Guided Nondual Meditation by Michael Taft

Streamed on February 25 2022

I’m going to lead you through a guided meditation this evening. And this guided meditation is something we haven’t done in a while, we’ve done it before but we haven’t done it in a while. We’re going to do a lot of investigation, okay? So be prepared to investigate with me this evening. And I ask you a lot of questions and a lot of them are kind of odd. But remember that the way to work with this is to actually not attempt to find the answer to the question in your thoughts or by figuring it out or by, you know, looking for the right answer or by memorizing, you know, looking into your memory; but rather just directly looking at your experience. That’s how we do this, okay? 

Meditation

So let’s begin by setting our intention, tonight we’re going to meditate – why are you meditating? What is the point? I want you to tune into that now for just a minute. I’ll be quiet while you do that and I will inject myself with some intravenous caffeine from this beautiful PG Tips black tea with some hemp milk. I’m not a big hemp milk fan but that’s what we have in the fridge, so that’s what’s in there. It’s not too bad. 

Good. So that’s why you’re meditating. So remember that, keep that as part of your intentionality, part of the feeling of, you know, gathering your mind around why we’re doing this so that it helps you to be clear. Good. Next let’s work on some resource stuff, right? We want to build resource when we begin meditating. So, first we’re going to do this by tuning into some gratitude. That’s what we’ve been doing for the past few weeks, we’ve been doing some gratitude practice. So I’m going to give you about three minutes to just think about things you’re grateful for and feel grateful for them. It’s really simple. Don’t think about things you’re supposed to be grateful for but don’t care about. Really think about things you actually do feel grateful for and think about them in a way that brings up that feeling of gratitude, and you’ll notice it starts melting your body, armoring. It starts making your heart open a little bit, and that’s good. So we’re going to do that for a couple more minutes and I’ll just be quiet here while we all do that together. 

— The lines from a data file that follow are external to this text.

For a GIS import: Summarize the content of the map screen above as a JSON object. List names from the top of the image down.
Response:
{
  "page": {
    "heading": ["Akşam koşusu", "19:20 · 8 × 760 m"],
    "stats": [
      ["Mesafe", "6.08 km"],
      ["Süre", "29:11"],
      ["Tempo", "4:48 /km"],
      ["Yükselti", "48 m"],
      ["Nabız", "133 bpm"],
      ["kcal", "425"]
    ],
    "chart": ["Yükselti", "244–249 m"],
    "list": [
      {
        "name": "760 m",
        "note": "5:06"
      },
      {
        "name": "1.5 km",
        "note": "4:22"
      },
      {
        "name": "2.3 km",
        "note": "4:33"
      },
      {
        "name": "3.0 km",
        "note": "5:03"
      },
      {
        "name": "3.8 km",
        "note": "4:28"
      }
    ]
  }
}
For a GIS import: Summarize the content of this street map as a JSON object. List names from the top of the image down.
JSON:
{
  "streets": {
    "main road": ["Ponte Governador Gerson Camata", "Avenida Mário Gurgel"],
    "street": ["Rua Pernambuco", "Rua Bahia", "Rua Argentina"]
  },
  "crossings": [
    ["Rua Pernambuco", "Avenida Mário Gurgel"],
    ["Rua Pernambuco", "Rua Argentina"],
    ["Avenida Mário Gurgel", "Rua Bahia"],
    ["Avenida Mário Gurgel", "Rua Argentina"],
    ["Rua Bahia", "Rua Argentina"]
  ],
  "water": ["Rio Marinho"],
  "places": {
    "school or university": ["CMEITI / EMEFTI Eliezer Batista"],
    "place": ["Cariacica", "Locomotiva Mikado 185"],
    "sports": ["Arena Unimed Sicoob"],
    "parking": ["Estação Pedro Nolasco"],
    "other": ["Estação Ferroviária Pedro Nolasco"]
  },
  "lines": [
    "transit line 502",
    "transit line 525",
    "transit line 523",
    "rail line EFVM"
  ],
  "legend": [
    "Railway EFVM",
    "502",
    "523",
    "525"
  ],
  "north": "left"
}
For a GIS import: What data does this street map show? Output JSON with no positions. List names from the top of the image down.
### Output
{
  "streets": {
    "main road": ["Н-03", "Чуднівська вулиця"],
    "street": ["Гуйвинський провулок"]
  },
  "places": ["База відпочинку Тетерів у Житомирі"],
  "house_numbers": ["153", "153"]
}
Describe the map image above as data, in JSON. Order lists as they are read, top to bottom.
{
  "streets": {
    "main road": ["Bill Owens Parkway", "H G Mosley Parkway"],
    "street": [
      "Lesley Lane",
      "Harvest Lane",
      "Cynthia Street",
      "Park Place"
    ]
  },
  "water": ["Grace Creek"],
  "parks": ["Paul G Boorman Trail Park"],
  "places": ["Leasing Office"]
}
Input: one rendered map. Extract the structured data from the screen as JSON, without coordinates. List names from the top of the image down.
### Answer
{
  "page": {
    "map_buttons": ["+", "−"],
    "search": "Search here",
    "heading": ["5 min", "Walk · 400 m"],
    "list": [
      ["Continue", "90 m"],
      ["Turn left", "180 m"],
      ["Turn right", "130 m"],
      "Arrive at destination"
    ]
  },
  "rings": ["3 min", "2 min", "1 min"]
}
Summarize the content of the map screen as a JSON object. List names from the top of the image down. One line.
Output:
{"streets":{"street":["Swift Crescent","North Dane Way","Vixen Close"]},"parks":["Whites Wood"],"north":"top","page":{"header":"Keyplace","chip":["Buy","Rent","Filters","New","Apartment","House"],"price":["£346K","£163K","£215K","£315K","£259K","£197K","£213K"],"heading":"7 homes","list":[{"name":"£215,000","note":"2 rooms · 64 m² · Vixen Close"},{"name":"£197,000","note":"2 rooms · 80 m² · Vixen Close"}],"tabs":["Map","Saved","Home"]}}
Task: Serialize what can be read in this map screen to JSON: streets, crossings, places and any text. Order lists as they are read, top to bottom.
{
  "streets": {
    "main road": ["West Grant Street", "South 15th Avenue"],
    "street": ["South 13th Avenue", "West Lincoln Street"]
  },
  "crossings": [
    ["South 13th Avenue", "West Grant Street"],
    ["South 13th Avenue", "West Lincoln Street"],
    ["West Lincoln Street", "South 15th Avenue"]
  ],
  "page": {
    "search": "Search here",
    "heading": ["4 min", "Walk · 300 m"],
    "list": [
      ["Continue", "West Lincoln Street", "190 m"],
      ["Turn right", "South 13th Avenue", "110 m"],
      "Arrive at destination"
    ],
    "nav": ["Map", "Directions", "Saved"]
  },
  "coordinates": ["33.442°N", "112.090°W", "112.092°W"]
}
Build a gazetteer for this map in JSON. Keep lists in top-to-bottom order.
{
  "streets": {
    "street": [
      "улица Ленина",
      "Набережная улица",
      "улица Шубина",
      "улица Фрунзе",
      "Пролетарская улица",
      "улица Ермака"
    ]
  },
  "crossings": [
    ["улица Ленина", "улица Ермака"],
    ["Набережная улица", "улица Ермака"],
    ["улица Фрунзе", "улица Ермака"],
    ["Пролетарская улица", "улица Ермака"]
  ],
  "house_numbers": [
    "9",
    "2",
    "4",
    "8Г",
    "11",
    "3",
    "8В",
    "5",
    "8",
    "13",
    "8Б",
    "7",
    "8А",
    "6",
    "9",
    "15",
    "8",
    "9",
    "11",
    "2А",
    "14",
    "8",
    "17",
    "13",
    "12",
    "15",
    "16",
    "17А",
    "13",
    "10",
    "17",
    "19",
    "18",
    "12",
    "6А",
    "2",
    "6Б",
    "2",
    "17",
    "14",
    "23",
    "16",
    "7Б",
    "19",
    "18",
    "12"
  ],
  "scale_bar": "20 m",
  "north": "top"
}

Okay? Good. That’s our gratitude practice and that’s just a little bit of warm up. Another part of the warm up is again to visualize some resource again. And so what we’re going to do tonight is, I want you to picture a diamond; in whatever way, this is totally free form. You do this in whatever way works for you. I want you to picture a diamond and this diamond is like a spherical diamond with triangular facets, right? It’s essentially a sphere, but it’s faceted and the facets are triangular and this diamond is glowing with a kind of very soft, very friendly, bluish white light. Almost like the moon. Sometimes the moon, the full moon especially, can reflect red or orange a little bit, but sometimes it’s really white blue in a way that is very, very, very pleasant. So a picture of this big, clear diamond sphere with this just slight, very slight blue tint to it; just a little bit of blue. And this is a representation of our own deepest, awake awareness. Our own bodhisattvahood, our Buddhahood, right? We’re just symbolizing it, we’re just picturing it. And, I want you to just feel that this blue diamond, bluish, mainly clear, but just slightly bluish diamond sphere is radiating wisdom to you and you’re feeling the wisdom. It’s radiating love, you feel the love, the tremendous acceptance, right? Love and acceptance, exactly the way you are, it doesn’t need you to change at all. It loves you exactly the way you are. And furthermore, feel the playfulness and the spontaneity that’s present with this vast, clear diamond. 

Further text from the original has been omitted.